Ma mise à l’écart c’est du passé, je ne souhaite pas qu’on réveille ce qu’on veut oublier ou ce qu’on a oublié. La vie est ainsi faite ; il y a des hauts, il y a des bas: Il y a des gens qui, parce qu’ils ont une parcelle de pouvoir, prennent des décisions. C’est de leur droit, il faut le dire. Maintenant, je souhaite me retourner vers l’avenir, c’est-à-dire la Coupe du Monde. Etant en France, j’ai observé qu’il y a une bonne mobilisation autour des Lions et c’est ce que j’ai observé depuis que je suis revenu au Cameroun. J’en suis fier et je veux que les Lions soient toujours aussi soutenus. Les Lions doivent sentir tout un peuple derrière eux, surtout que leurs deux dernières sorties contre le Paraguay et l’allemagne redonnent beaucoup d’espoir.

Vous êtes l’un des artisans de cette qualification…

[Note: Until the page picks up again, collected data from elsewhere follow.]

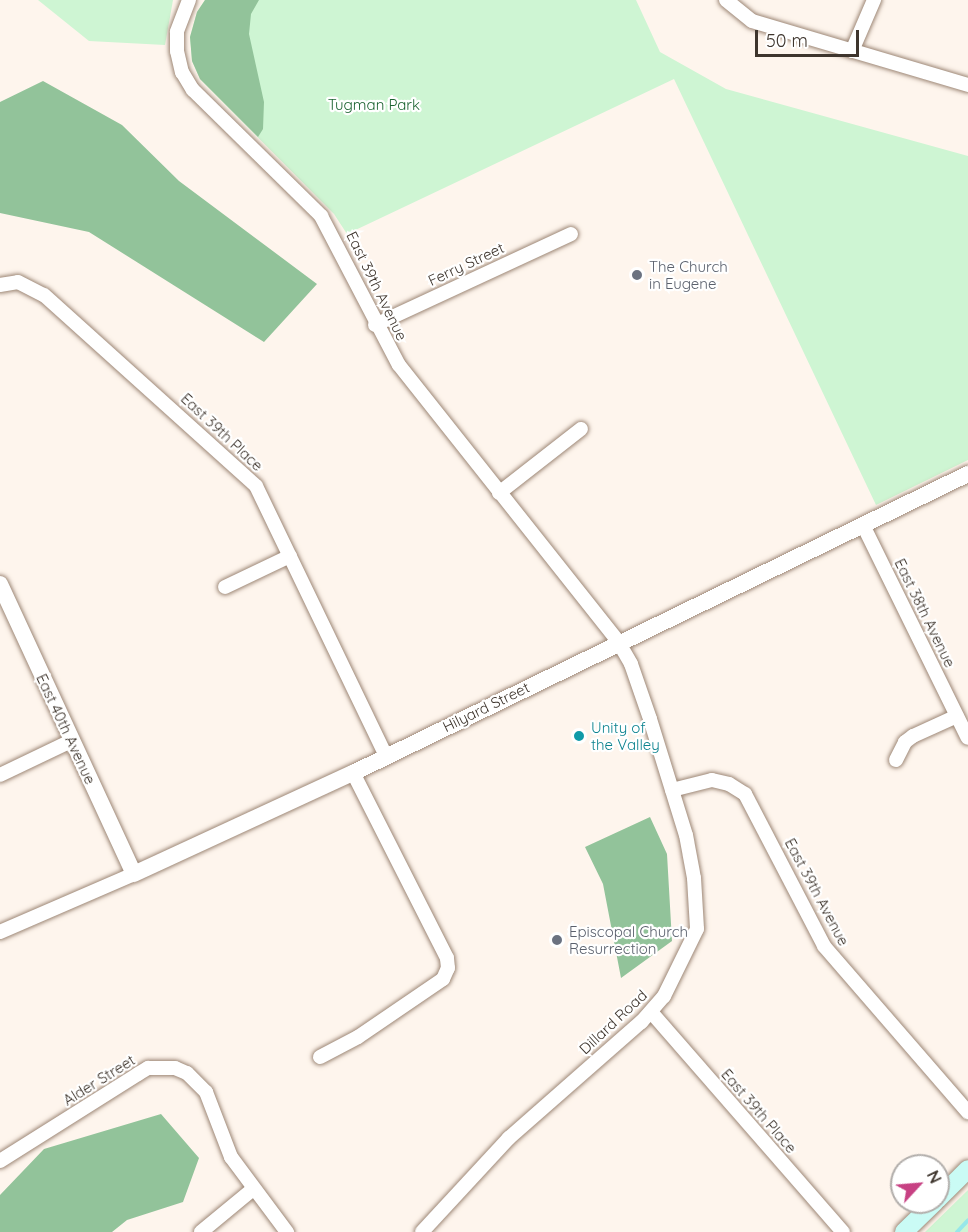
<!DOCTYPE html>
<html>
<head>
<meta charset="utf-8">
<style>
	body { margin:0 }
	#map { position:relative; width:968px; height:1232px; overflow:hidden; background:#fef5ed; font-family:Quicksand,sans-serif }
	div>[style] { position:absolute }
	.green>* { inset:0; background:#cef5d3 }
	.forest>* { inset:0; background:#92c39a }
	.stream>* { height:4px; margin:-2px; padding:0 2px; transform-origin:2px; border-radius:2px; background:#97e7e9 }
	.roads { filter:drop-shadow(0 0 2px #9d8776) drop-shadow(0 0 2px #9d8776) }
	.minor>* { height:14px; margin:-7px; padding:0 7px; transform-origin:7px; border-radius:7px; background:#fff }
	.tertiary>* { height:16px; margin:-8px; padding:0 8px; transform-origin:8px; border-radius:8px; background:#fff }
	.secondary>* { height:18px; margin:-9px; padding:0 9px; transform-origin:9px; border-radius:9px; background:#cafbf5 }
	.dots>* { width:16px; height:16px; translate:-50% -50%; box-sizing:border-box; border:3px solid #fff; border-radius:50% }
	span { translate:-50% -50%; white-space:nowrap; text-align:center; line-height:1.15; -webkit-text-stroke:4.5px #fff; paint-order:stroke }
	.park-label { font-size:15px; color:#1b6330 }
	.street-label { font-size:15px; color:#3e352d }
	.worship-label { font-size:15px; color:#5b616d }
	.left { translate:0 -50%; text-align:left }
	.culture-label { font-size:15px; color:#0d838f }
	.north { position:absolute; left:890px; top:1154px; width:60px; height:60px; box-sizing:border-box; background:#fff; border:2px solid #b2aeab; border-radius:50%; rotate:64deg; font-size:16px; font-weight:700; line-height:24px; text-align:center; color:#3e352d }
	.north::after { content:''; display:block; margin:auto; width:21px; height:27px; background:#c74183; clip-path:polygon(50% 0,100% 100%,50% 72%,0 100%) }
	.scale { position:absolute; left:755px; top:30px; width:104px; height:27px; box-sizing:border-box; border:3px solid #3e352d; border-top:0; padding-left:8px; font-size:18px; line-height:21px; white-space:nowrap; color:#3e352d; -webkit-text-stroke:4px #fff; paint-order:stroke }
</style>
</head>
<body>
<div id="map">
	<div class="green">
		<i style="clip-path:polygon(38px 0,173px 0,165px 45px,89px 41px)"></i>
		<i style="clip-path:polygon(205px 0,636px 0,660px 52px,726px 89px,968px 156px,968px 460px,876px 505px,674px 79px,347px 234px,334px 214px,200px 79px,192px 61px,190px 37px,197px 12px)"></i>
		<i style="clip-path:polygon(968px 1190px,968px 1232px,925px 1232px)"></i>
	</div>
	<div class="forest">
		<i style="clip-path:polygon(205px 0,259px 0,251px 14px,249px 34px,264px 102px,263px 129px,258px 137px,200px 79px,192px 61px,190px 37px,197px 12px)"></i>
		<i style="clip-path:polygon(43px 81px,122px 125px,179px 181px,317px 284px,264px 342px,89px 232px,0 213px,0 102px)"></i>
		<i style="clip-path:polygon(650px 817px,667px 854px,672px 941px,621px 978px,603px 884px,585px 847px)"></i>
		<i style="clip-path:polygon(161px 1114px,199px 1158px,183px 1202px,127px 1220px,112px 1232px,0 1232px,0 1195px,44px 1149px)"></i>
	</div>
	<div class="stream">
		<i style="left:957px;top:1232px;width:16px;rotate:-47deg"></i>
	</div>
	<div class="roads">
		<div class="minor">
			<i style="left:189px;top:0;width:34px;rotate:111deg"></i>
			<i style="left:177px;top:32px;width:19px;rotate:90deg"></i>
			<i style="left:177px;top:51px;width:22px;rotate:77deg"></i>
			<i style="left:182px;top:72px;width:21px;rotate:59deg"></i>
			<i style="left:193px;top:90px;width:180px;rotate:44.5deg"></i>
			<i style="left:321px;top:216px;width:168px;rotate:62.4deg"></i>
			<i style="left:399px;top:365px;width:355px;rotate:51.6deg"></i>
			<i style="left:619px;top:643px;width:24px;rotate:60deg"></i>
			<i style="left:631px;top:664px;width:58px;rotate:70.9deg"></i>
			<i style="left:650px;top:719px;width:121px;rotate:72.8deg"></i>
			<i style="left:686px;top:835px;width:44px;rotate:79.5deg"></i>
			<i style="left:694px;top:878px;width:51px;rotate:86.6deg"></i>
			<i style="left:697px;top:929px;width:75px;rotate:116.2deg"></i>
			<i style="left:664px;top:996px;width:35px;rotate:131deg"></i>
			<i style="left:641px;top:1022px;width:176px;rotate:138.7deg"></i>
			<i style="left:509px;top:1138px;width:128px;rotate:132.8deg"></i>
			<i style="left:726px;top:0;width:33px;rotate:39deg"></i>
			<i style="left:752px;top:21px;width:225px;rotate:16.5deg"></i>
			<i style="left:852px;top:51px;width:56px;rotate:-66.7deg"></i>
			<i style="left:0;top:285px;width:18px;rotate:-9deg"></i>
			<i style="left:18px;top:282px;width:29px;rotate:27deg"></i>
			<i style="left:44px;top:295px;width:285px;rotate:42deg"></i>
			<i style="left:256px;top:486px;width:300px;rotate:64.3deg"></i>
			<i style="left:375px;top:325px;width:216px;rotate:-24.9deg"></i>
			<i style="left:499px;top:493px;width:104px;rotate:-38deg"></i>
			<i style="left:863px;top:525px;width:237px;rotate:63.8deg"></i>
			<i style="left:225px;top:587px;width:72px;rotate:-25.5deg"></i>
			<i style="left:896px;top:760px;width:20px;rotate:-63deg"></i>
			<i style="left:905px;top:742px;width:10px;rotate:-37deg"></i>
			<i style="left:913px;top:736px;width:48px;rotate:-24.4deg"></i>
			<i style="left:0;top:775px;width:79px;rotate:-25.6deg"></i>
			<i style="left:672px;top:790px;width:41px;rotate:-14deg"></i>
			<i style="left:712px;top:780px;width:17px;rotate:13deg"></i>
			<i style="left:729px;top:784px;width:19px;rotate:32deg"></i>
			<i style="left:745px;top:794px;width:171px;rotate:62.5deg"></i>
			<i style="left:824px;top:946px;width:220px;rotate:49.1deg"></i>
			<i style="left:0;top:932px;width:146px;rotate:-23.4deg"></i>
			<i style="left:651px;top:1012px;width:292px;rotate:48.9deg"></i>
			<i style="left:320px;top:1057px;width:43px;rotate:-27.8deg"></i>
			<i style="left:358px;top:1037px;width:103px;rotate:-34.3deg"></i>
			<i style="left:443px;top:979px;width:12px;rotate:-66deg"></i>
			<i style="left:448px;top:968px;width:10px;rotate:-96deg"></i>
			<i style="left:447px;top:958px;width:208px;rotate:-116.9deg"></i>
			<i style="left:0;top:1161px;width:163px;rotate:-32.2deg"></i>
			<i style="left:138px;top:1074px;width:12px;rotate:-31deg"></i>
			<i style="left:148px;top:1068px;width:27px"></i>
			<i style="left:175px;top:1068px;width:13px;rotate:23deg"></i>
			<i style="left:187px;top:1073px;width:27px;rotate:45deg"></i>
			<i style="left:206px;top:1092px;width:70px;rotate:69deg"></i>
			<i style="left:231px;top:1157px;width:94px;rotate:53.3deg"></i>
			<i style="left:201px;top:1232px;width:67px;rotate:-39.6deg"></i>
		</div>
		<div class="tertiary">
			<i style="left:0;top:584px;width:319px;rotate:65.2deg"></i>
			<i style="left:134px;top:874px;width:241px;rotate:-24.8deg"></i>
			<i style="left:353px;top:773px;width:684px;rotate:-25.93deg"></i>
		</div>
		<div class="secondary">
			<i style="left:938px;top:1199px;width:42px;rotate:-45deg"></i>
			<i style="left:904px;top:1232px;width:43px;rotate:-44.1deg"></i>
		</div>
	</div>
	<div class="dots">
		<i style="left:637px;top:275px;background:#6b7280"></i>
		<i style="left:579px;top:736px;background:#0f9aa8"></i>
		<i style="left:557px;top:940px;background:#6b7280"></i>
	</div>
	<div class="park-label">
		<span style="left:374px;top:105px">Tugman Park</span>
	</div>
	<div class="street-label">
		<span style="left:466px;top:264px;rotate:-25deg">Ferry Street</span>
		<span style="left:377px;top:286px;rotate:64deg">East 39th Avenue</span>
		<span style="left:222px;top:432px;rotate:43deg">East 39th Place</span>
		<span style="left:925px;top:613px;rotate:64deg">East 38th Avenue</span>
		<span style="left:486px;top:707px;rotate:-26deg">Hilyard Street</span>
		<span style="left:66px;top:729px;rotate:65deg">East 40th Avenue</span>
		<span style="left:817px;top:892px;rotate:62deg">East 39th Avenue</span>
		<span style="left:613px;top:1022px;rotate:-43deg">Dillard Road</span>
		<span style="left:99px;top:1080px;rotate:-32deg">Alder Street</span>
		<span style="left:759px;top:1111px;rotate:49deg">East 39th Place</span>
	</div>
	<div class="worship-label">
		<span class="left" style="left:649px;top:275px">The Church<br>in Eugene</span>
		<span class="left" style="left:569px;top:940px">Episcopal Church<br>Resurrection</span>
	</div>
	<div class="culture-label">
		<span class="left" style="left:591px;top:736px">Unity of<br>the Valley</span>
	</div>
	<div class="north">N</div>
	<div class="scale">50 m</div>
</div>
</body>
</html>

Oui, j’en suis flatté, mais c’est du passé. Je suis heureux que ceux qui ont poursuivi mon travail aient abouti à cette qualification. Maintenant, il faut leur souhaiter un bon parcours, car, il s’agit du parcours de tout un pays, il ne s’agit pas de la gloire d’un individu.

Avez-vous un mot à dire sur la liste que l’entraîneur des Lions a arrêtée pour la Coupe du Monde?

Vous savez, je n’aime pas trop me prononcer sur cette liste, je n’ai pas un commentaire spécial à faire la dessus ; il y a eu un entraîneur qui a choisi les joueurs qu’il a choisis parce qu’il a estimé que c’est avec ces joueurs là qu’il peut cheminer de manière positive pendant cette Coupe du Monde. Je crois qu’il faut que nous lui fassions confiance, que nous fassions confiance à l’encadrement technique. Les encadreurs peuvent s’accorder sur les entraîneurs et un certain nombre de choses, mais, chacun a sa manière de voir un joueur.

Quel conseil donneriez-vous aux joueurs, si ceci vous était demandé?

Les Lions ont tous mes encouragements; après le président de la République, je suis l’un de leurs premiers supporters. Je dirais au capitaine de bien maintenir sa troupe, de la maintenir bien concentrée, parce que si on n’est pas appliqué durant cette compétition, on pourrait passer à côté. Il est question que les Lions fassent mieux que le premier tour et qu’ils aillent le plus loin possible.

A un moment, vous vous êtes plaint de ne pas percevoir votre salaire après votre passage sur le banc des Lions. Qu’en est-il exactement aujourd’hui?

Je regrette que certains de vos confrères aient fait un rapprochement entre ma maladie et ma situation salariale. Je ne suis pas tombé malade parce que je n’étais pas payé ou parce qu’on tardait à le faire. J’ai même entendu que j’observais une grève de la faim. Le dire c’est ne pas me connaître, car, je peux tout faire, mais pas une grève de la faim. Je n’ai pas été éduqué comme ça. J’ai pratiqué le sport au plus haut niveau et je n’ai pas connu ce genre de choses.

Pour ce qui est de ma situation salariale, des instructions ont été données pour qu’elle soit régularisée. Mais, pour huit mois. Je ne sais pas si j’en avais fais plus ou moins. J’ai été payé pour huit mois, j’ai perçu 80 millions de FCFA de l’Etat du Cameroun.